IMPORTANT: The outage has been extended
Due to the fact that I am going on hoiday between June 5th and 8th 2026, and the fact that I need to sleep a lot for that day since I also need to take a GCSE exam before I go to my holidayplace, I have been left with no other choice but to extend this outage to June 10th 2026, as wasting my health to restore a website is not worth it in the slightest. Sorry for the inconvenience
rec room · 2016 – 2026
why i'm going dark.
on june 1st 2026 at noon pacific time, rec room shuts down for good. i've been playing it, on and off, since 2020 — and even if i wasn't on it every single day, it was always just... there. a place to exist in. so i wanted to mark that.
what was rec room?
rec room launched in 2016 as one of the earliest social VR platforms — a place where you could hang out, play mini-games, build your own rooms, and just exist in virtual space with other people. it wasn't just a game. it was a platform. a community. a weird little world where millions of people showed up and made something together.
over its decade of life, it reached over 150 million players. people made more than half a billion friends on it. collectively, humanity spent 68,000 years inside rec room. that's not nothing. that's genuinely remarkable.
my time in it
i picked it up in 2020. we all know what 2020 was like. having a virtual space to just exist in — even a silly one with paintball and escape rooms — meant something. i came and went over the years, but there was always a comfort in knowing it was still there if i wanted it.
it wasn't my main thing, but it was part of a bigger picture of what the internet felt like for a few years. and now that's going away. permanently.
how it ended
rec room never figured out how to turn 150 million players into a sustainable business. costs outran revenue. they laid off 16% of staff in march 2025, then cut roughly half the remaining team in august. on march 30th 2026 — they announced the shutdown. june 1st. that's it.
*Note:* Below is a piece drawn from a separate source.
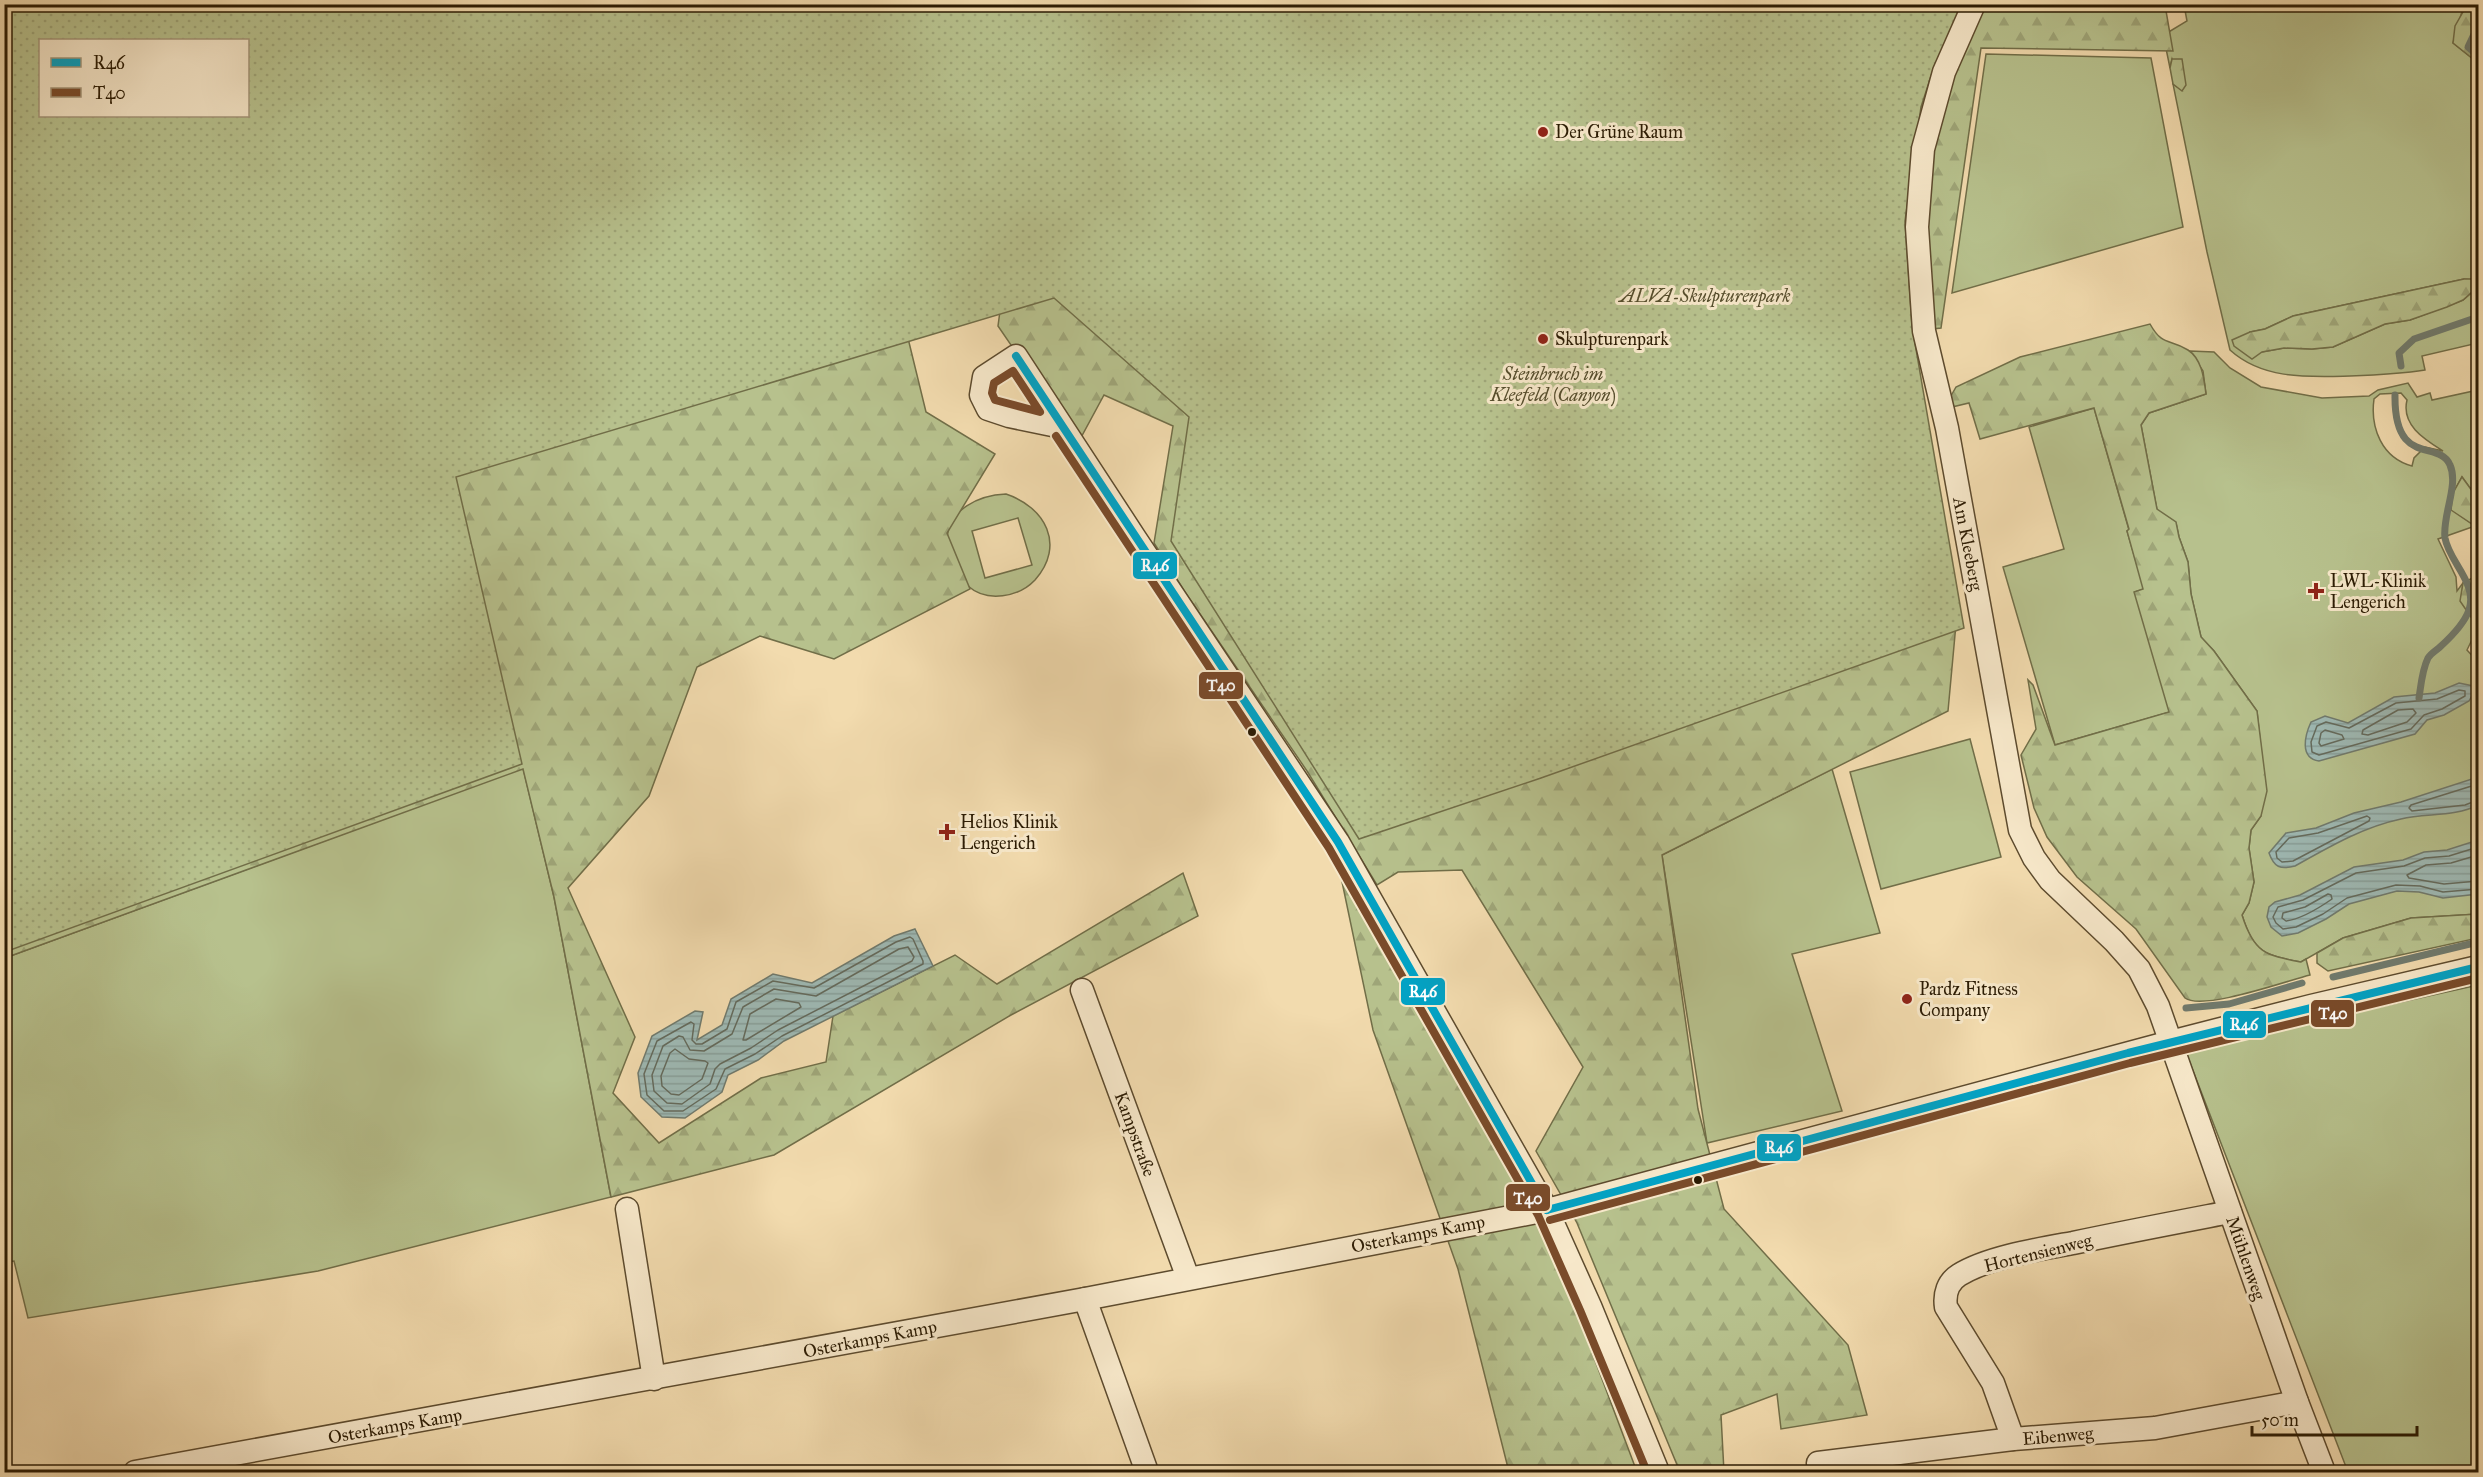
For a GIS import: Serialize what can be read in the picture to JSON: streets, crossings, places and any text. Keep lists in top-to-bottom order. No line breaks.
{"streets":{"street":["Am Kleeberg","Kampstraße","Osterkamps Kamp","Hortensienweg","Mühlenweg","Eibenweg"]},"crossings":[["Am Kleeberg","Osterkamps Kamp"],["Am Kleeberg","Mühlenweg"],["Kampstraße","Osterkamps Kamp"],["Osterkamps Kamp","Mühlenweg"],["Hortensienweg","Mühlenweg"],["Hortensienweg","Eibenweg"],["Mühlenweg","Eibenweg"]],"parks":["ALVA-Skulpturenpark","Steinbruch im Kleefeld (Canyon)"],"places":{"other":["Der Grüne Raum","Skulpturenpark","Pardz Fitness Company"],"health":["LWL-Klinik Lengerich","Helios Klinik Lengerich"]},"lines":["transit line R46","transit line T40"],"legend":["R46","T40"],"scale_bar":"50 m"}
their own words: "despite this popularity, we never quite figured out how to make rec room a sustainably profitable business." which is one of the saddest sentences you can say about something people genuinely loved.
a rough timeline
why go dark?
i'm not doing this because i was a die-hard rec room player. i'm doing it because i think it matters to acknowledge when something that was genuinely part of people's lives disappears. rec room was that for a lot of people — kids, adults, people stuck at home in 2020, vr enthusiasts, creators who built worlds inside it.
taking my site offline for four days feels like the right-sized gesture. a small, quiet acknowledgement. not dramatic, just — respectful.